Juha-Matti Santala

# Advent of Code - 2021

This is a solution to Day 21 of Advent of Code 2021.

## Day 21 - Dirac Dice

There's not much to do as you slowly descend to the bottom of the ocean. The submarine computer challenges you to a nice game of Dirac Dice.

This game consists of a single die, two pawns, and a game board with a circular track containing ten spaces marked 1 through 10 clockwise. Each player's starting space is chosen randomly (your puzzle input). Player 1 goes first.

Players take turns moving. On each player's turn, the player rolls the die three times and adds up the results. Then, the player moves their pawn that many times forward around the track (that is, moving clockwise on spaces in order of increasing value, wrapping back around to 1 after 10).

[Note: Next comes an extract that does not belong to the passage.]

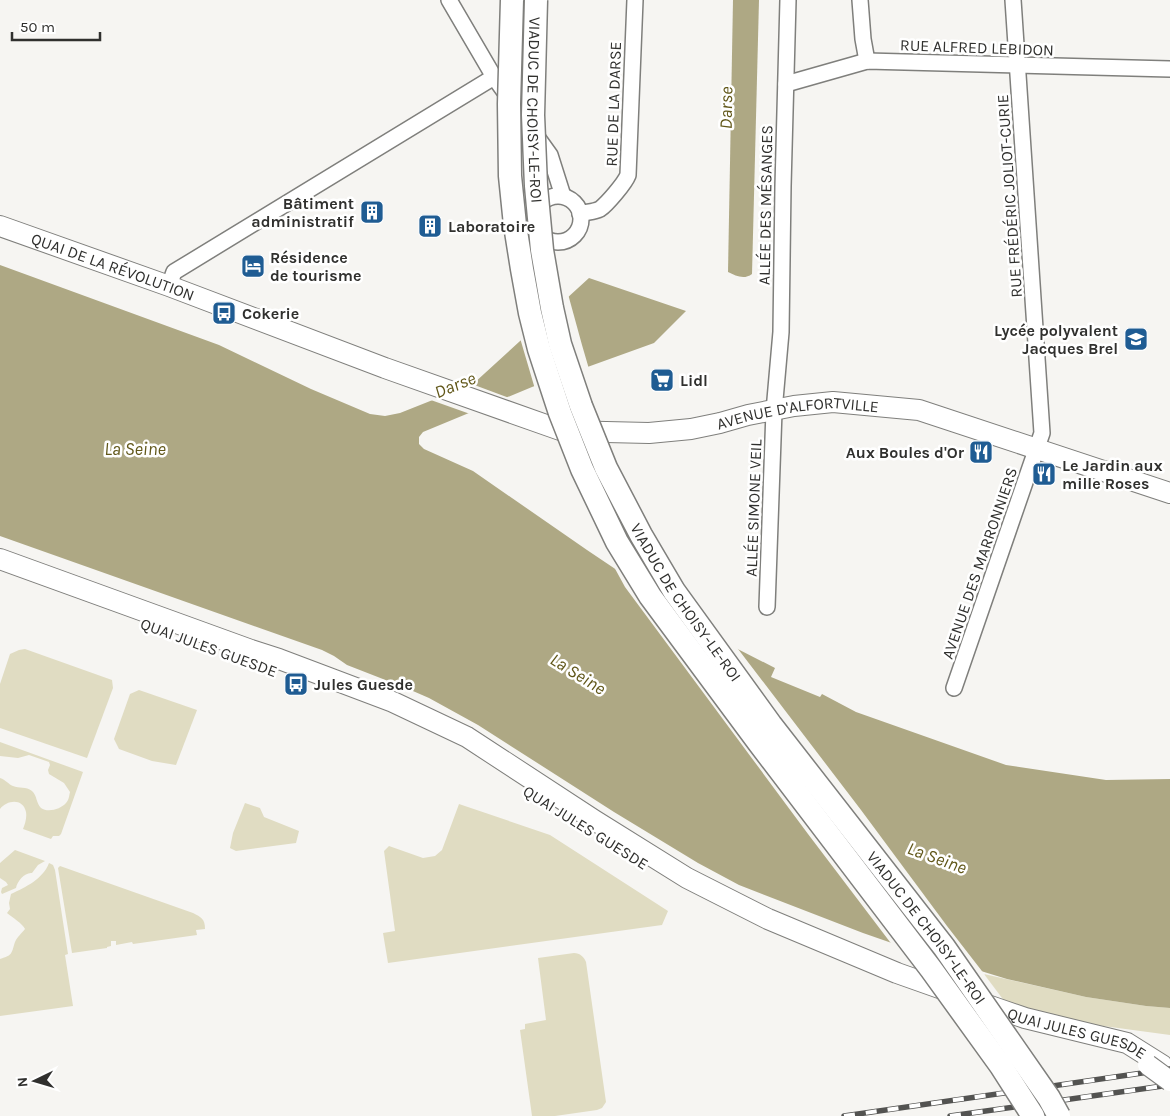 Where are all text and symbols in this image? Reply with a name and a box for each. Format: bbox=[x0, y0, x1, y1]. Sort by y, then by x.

So, if a player is on space 7 and they roll 2, 2, and 1, they would move forward 5 times, to spaces 8, 9, 10, 1, and finally stopping on 2.

After each player moves, they increase their score by the value of the space their pawn stopped on. Players' scores start at 0. So, if the first player starts on space 7 and rolls a total of 5, they would stop on space 2 and add 2 to their score (for a total score of 2). The game immediately ends as a win for any player whose score reaches at least 1000.

Since the first game is a practice game, the submarine opens a compartment labeled deterministic dice and a 100-sided die falls out. This die always rolls 1 first, then 2, then 3, and so on up to 100, after which it starts over at 1 again. Play using this die.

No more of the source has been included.